Applying Theorem 9.3.2.1, we deduce that there is a commutative diagram

$\xymatrix@R =50pt@C=50pt{ \operatorname{\mathcal{E}}' \ar [rr]^-{H'} \ar [dr]_{U'} & & \widehat{\operatorname{\mathcal{E}}}' \ar [dl]^{ \widehat{U}' } \\ & \operatorname{\mathcal{C}}& }$

which exhibits $\widehat{\operatorname{\mathcal{E}}}'$ as a fiberwise $\mathbb {K}$-cocompletion of $\operatorname{\mathcal{E}}'$. Moreover, the morphism $\widehat{U}'$ is a cocartesian fibration (and therefore an isofibration; see Proposition 5.1.4.8). Define $\widehat{\operatorname{\mathcal{E}}} \subseteq \widehat{\operatorname{\mathcal{E}}}'$ as in the statement of Lemma 9.3.4.2. Then $\widehat{\operatorname{\mathcal{E}}}$ is a replete full subcategory of $\widehat{\operatorname{\mathcal{E}}}'$, so the restriction map $\widehat{U} = \widehat{U}'|_{\widehat{\operatorname{\mathcal{E}}} }$ is an isofibration. Moreover, Lemma 9.3.4.2 guarantees that the diagram

$\xymatrix@R =50pt@C=50pt{ \operatorname{\mathcal{E}}\ar [rr]^-{H'|_{\operatorname{\mathcal{E}}}} \ar [dr]_{U} & & \widehat{\operatorname{\mathcal{E}}} \ar [dl]^{ \widehat{U} } \\ & \operatorname{\mathcal{C}}& }$

exhibits $\widehat{\operatorname{\mathcal{E}}}$ as a fiberwise $\mathbb {K}$-cocompletion of $\operatorname{\mathcal{E}}$. $\square$

We now prove a relative version of Theorem 9.3.4.1.

Lemma 9.3.4.4. Let $\mathbb {K}$ be a collection of simplicial sets, let $U: \operatorname{\mathcal{E}}\rightarrow \operatorname{\mathcal{C}}$ be an inner fibration of simplicial sets, and let $\operatorname{\mathcal{C}}_0 \subseteq \operatorname{\mathcal{C}}$ be a simplicial subset.

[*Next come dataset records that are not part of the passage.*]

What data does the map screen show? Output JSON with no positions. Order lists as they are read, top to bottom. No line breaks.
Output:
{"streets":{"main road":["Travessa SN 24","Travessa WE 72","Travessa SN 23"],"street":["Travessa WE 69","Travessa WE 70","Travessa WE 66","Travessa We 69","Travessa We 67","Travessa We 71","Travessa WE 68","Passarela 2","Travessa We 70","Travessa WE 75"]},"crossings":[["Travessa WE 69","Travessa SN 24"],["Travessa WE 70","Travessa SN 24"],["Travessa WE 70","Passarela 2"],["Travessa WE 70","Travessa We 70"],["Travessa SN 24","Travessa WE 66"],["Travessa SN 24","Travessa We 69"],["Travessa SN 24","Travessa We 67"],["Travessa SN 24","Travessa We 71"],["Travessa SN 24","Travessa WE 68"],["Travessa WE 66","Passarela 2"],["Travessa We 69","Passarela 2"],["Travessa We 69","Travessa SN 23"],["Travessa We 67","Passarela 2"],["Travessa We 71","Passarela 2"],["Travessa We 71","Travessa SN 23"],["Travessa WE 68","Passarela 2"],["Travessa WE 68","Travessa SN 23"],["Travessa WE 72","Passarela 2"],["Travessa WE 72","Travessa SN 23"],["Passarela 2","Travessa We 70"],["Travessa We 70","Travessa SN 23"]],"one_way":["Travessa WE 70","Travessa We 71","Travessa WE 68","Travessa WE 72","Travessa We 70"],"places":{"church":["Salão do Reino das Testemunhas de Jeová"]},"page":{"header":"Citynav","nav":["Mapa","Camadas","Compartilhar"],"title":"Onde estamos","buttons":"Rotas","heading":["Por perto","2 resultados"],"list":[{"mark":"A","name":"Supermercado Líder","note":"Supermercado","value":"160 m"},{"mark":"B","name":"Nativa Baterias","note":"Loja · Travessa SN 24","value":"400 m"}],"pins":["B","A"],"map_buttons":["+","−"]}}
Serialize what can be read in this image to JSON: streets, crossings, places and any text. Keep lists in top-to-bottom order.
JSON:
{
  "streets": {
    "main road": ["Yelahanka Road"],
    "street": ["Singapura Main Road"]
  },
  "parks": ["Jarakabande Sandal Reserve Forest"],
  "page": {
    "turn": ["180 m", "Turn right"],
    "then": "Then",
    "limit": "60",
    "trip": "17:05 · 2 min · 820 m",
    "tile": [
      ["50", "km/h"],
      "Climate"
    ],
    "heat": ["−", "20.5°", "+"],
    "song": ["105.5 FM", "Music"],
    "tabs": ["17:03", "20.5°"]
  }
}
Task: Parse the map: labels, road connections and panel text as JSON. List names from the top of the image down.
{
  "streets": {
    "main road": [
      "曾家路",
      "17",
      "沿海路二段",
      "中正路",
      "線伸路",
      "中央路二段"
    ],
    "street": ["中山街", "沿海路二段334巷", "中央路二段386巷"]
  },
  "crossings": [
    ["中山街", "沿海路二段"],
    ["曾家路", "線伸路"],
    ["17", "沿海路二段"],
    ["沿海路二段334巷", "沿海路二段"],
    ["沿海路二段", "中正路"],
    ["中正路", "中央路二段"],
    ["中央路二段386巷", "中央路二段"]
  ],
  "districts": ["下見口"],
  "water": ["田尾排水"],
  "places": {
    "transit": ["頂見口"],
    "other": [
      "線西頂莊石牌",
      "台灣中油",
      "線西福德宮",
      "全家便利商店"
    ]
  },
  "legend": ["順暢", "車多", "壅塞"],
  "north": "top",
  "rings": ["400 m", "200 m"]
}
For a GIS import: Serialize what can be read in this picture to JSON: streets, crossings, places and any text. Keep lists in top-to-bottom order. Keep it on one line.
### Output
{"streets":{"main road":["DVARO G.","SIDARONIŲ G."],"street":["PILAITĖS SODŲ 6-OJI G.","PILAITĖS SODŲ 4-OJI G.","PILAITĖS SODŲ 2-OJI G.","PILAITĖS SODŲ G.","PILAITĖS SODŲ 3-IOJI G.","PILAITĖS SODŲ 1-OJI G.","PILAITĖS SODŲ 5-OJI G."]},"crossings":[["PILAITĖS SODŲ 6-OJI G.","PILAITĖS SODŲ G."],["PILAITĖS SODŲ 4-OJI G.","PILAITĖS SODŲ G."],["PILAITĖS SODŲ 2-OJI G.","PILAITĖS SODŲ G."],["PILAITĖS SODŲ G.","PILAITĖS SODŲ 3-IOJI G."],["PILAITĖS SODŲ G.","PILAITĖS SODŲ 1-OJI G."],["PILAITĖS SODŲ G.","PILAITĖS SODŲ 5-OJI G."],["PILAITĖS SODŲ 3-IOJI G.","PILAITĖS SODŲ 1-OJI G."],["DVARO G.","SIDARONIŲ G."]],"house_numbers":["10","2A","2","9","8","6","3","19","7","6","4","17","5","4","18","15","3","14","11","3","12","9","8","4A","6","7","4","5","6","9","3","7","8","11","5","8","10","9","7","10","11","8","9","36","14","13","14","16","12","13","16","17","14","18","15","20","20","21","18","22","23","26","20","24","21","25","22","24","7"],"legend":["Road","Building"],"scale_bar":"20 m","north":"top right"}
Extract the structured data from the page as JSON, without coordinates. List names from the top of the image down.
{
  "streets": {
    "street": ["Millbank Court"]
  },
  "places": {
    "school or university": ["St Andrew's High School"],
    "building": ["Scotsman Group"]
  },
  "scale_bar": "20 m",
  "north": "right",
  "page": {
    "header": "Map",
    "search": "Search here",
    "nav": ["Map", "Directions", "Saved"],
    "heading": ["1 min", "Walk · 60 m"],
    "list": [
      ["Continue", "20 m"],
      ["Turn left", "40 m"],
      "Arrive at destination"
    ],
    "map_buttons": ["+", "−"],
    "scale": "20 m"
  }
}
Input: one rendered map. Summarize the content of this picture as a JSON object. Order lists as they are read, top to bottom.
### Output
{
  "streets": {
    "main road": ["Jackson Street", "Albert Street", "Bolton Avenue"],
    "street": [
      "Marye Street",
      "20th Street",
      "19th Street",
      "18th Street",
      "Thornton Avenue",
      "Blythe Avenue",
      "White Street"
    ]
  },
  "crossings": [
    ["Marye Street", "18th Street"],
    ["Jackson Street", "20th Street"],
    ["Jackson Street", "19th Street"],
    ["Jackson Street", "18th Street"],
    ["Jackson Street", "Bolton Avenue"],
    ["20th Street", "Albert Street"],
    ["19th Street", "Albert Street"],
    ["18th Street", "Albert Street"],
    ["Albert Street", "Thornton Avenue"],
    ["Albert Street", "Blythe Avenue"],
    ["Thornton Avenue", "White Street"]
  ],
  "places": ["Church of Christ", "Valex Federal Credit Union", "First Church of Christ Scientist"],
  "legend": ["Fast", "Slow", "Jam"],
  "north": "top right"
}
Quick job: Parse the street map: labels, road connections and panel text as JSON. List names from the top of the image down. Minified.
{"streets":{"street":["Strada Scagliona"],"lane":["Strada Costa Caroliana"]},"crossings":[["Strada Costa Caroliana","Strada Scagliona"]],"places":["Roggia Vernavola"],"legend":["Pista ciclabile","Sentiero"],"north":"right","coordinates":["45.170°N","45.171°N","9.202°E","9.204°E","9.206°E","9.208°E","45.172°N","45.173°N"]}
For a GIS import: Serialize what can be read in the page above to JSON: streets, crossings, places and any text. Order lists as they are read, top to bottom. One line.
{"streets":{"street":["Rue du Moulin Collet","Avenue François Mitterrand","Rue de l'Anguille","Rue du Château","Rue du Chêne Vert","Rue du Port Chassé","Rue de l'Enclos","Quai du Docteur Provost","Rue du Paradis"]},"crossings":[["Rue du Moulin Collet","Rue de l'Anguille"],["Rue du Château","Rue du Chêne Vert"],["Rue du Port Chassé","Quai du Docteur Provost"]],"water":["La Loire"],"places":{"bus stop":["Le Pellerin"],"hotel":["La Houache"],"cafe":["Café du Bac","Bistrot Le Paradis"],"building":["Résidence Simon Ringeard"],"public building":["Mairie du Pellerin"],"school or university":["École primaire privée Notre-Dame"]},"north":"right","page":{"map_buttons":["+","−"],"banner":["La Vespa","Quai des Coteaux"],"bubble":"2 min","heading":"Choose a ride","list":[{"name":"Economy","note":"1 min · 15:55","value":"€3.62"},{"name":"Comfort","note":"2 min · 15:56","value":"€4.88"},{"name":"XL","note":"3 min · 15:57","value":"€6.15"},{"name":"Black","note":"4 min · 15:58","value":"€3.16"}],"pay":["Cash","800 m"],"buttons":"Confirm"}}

Set $\operatorname{\mathcal{E}}_0 = \operatorname{\mathcal{C}}_0 \times _{\operatorname{\mathcal{C}}} \operatorname{\mathcal{C}}$, let $U_0: \operatorname{\mathcal{E}}_0 \rightarrow \operatorname{\mathcal{C}}_0$ be the projection onto the first factor, and suppose we are given a diagram

$\xymatrix@R =50pt@C=50pt{ \operatorname{\mathcal{E}}_0 \ar [rr]^-{H_0} \ar [dr]_{ U_0 } & & \widehat{\operatorname{\mathcal{E}}}_0 \ar [dl]^{ \widehat{U}_0 } \\ & \operatorname{\mathcal{C}}_0 & }$

which exhibits $\widehat{\operatorname{\mathcal{E}}}_0$ as a fiberwise $\mathbb {K}$-cocompletion of $\operatorname{\mathcal{E}}_0$. Then there exists a diagram

$\xymatrix@R =50pt@C=50pt{ \operatorname{\mathcal{E}}\ar [rr]^-{H} \ar [dr]_{ U } & & \widehat{\operatorname{\mathcal{E}}} \ar [dl]^{ \widehat{U}} \\ & \operatorname{\mathcal{C}}& }$

which exhibits $\widehat{\operatorname{\mathcal{E}}}$ as a fiberwise cocompletion of $\operatorname{\mathcal{E}}$ and an isomorphism $\widehat{\operatorname{\mathcal{E}}}_0 \simeq \operatorname{\mathcal{C}}_0 \times _{\operatorname{\mathcal{C}}} \widehat{\operatorname{\mathcal{E}}}$ which carries $H_0$ to the map $(U_0, H): \operatorname{\mathcal{E}}_0 \rightarrow \operatorname{\mathcal{C}}_0 \times _{\operatorname{\mathcal{C}}} \widehat{\operatorname{\mathcal{E}}}$.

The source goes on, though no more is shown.